§ What you should do: Look through the listing below for lines containing "bottom". State how many there are, and nothing else.

§ The data:
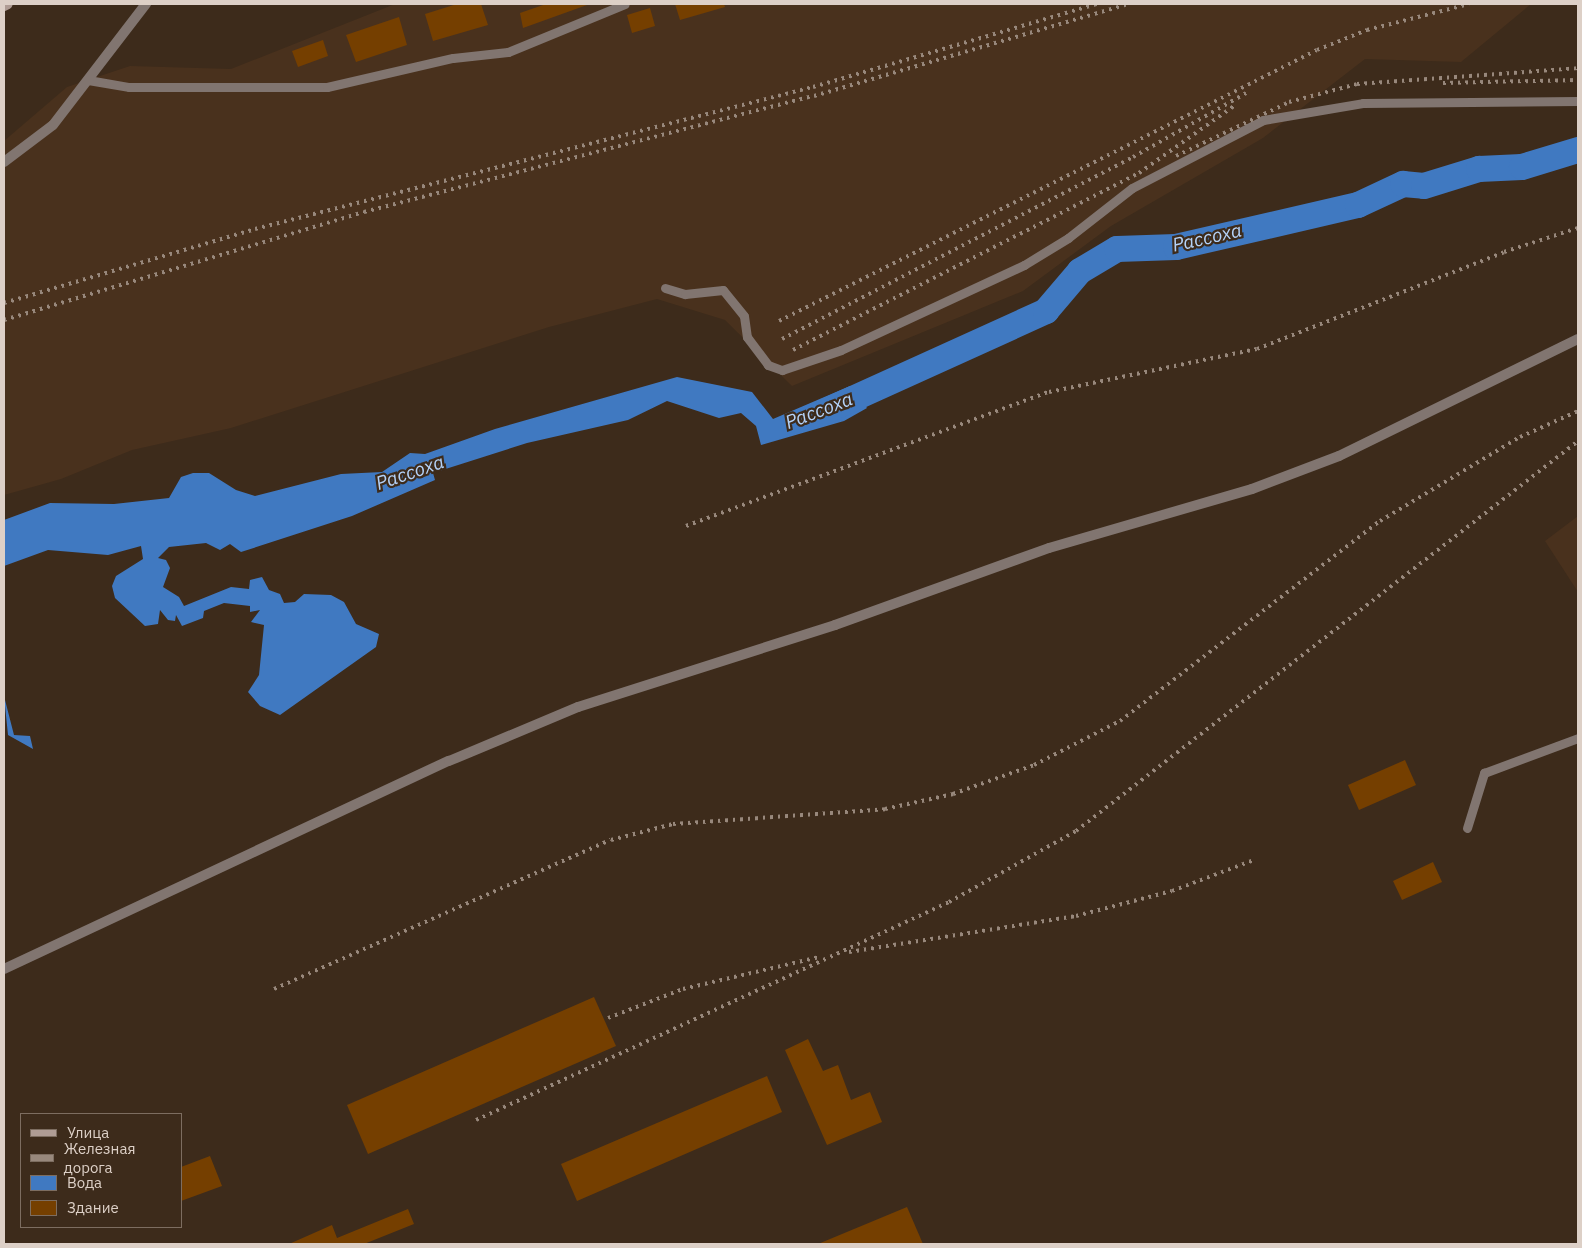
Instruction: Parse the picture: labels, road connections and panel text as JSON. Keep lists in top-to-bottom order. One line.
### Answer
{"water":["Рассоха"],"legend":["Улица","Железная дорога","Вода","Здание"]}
* * *
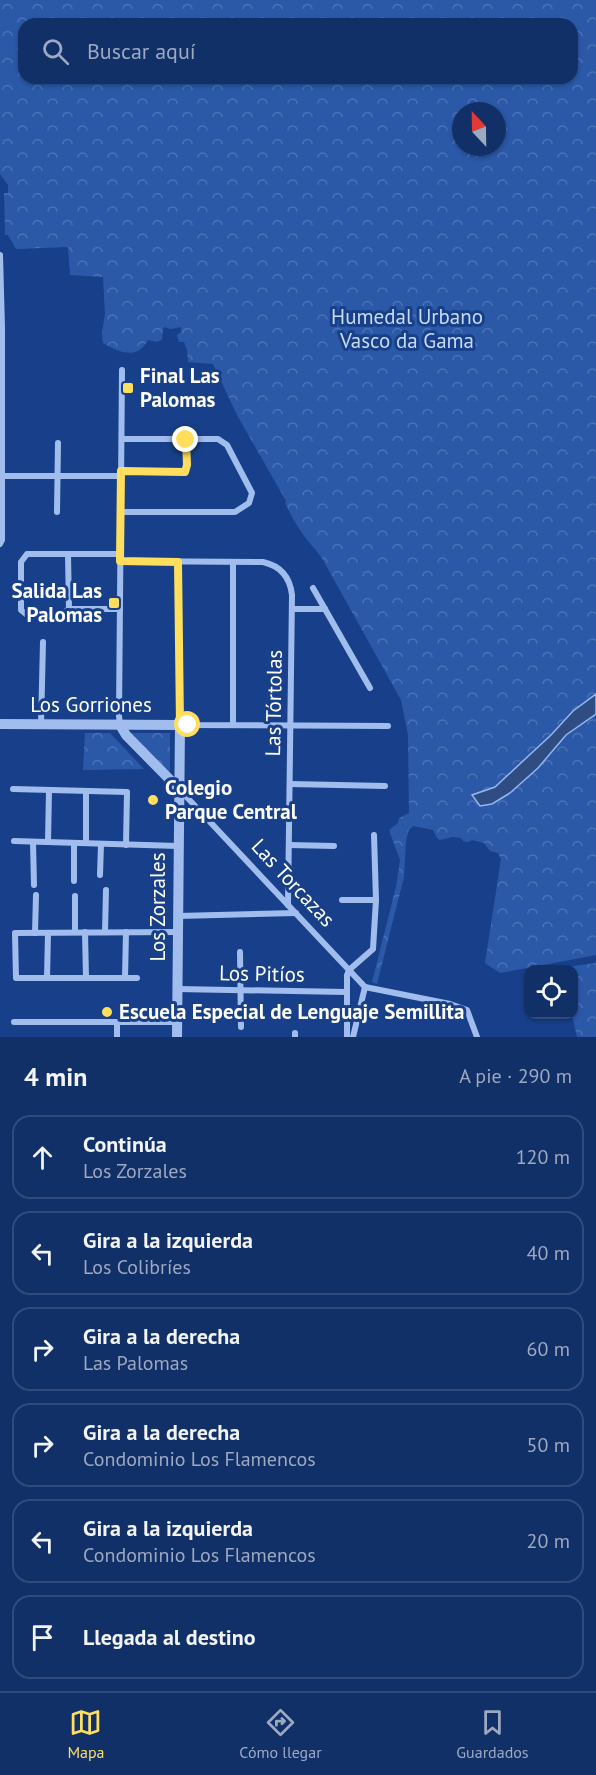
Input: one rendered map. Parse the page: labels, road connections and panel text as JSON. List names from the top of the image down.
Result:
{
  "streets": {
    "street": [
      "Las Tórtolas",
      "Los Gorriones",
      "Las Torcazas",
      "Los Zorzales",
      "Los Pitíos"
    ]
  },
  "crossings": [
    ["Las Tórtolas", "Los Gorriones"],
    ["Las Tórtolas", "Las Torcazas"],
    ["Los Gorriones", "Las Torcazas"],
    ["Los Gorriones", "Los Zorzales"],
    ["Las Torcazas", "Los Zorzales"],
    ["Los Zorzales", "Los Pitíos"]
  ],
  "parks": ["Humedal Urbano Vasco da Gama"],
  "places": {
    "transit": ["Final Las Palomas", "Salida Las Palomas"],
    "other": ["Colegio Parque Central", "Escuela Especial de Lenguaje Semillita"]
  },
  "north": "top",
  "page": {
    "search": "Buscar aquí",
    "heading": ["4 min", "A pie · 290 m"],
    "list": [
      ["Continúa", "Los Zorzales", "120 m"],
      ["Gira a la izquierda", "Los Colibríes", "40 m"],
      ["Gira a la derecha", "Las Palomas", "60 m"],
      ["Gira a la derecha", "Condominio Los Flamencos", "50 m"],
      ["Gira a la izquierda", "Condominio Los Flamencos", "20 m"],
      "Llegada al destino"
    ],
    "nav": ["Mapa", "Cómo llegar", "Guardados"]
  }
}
==
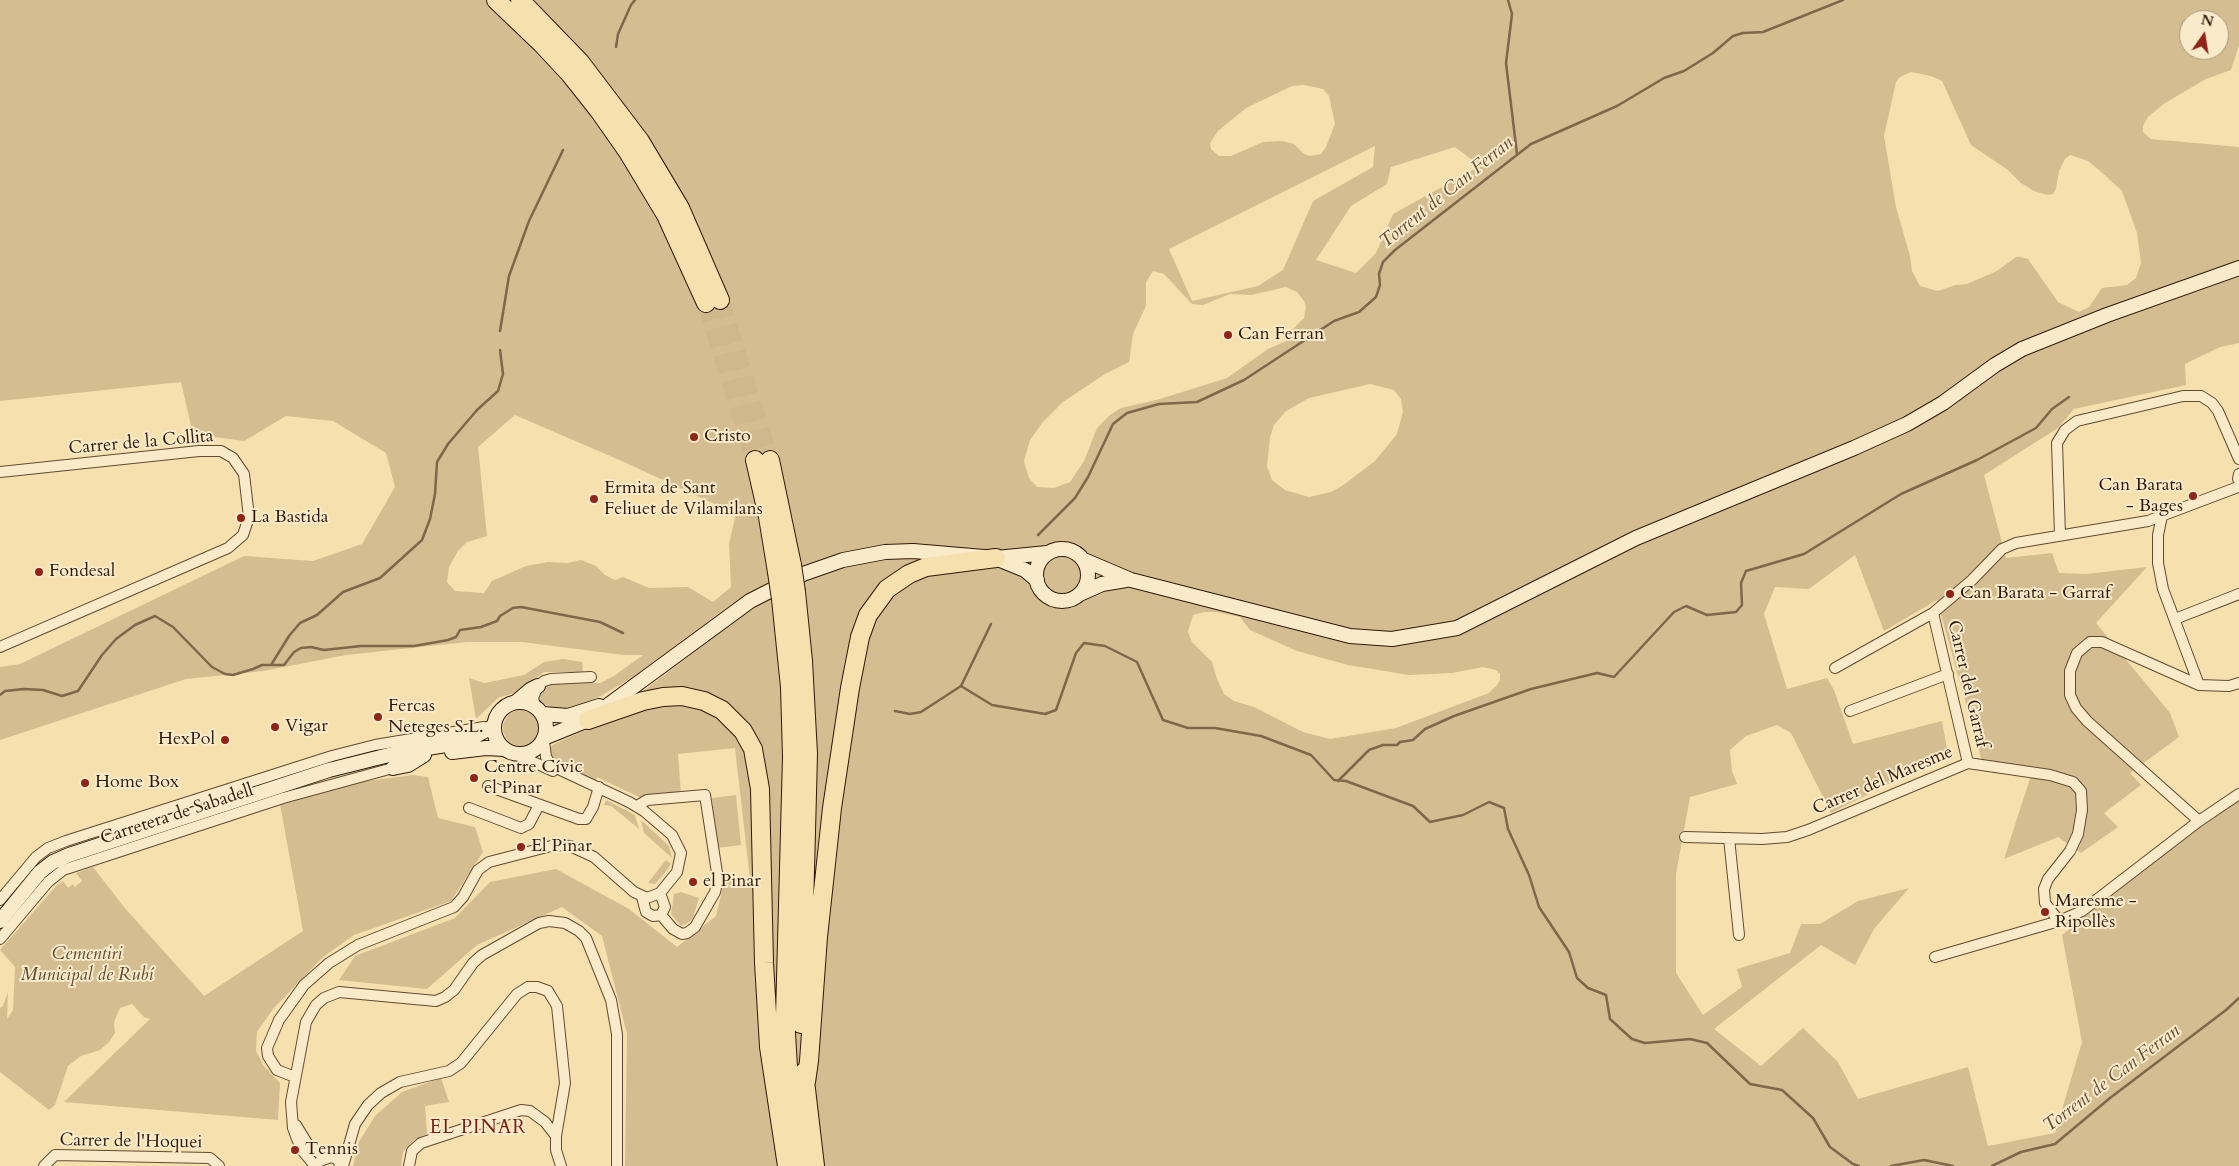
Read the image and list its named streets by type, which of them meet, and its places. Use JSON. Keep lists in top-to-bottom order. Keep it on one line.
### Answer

§ Expected answer: 2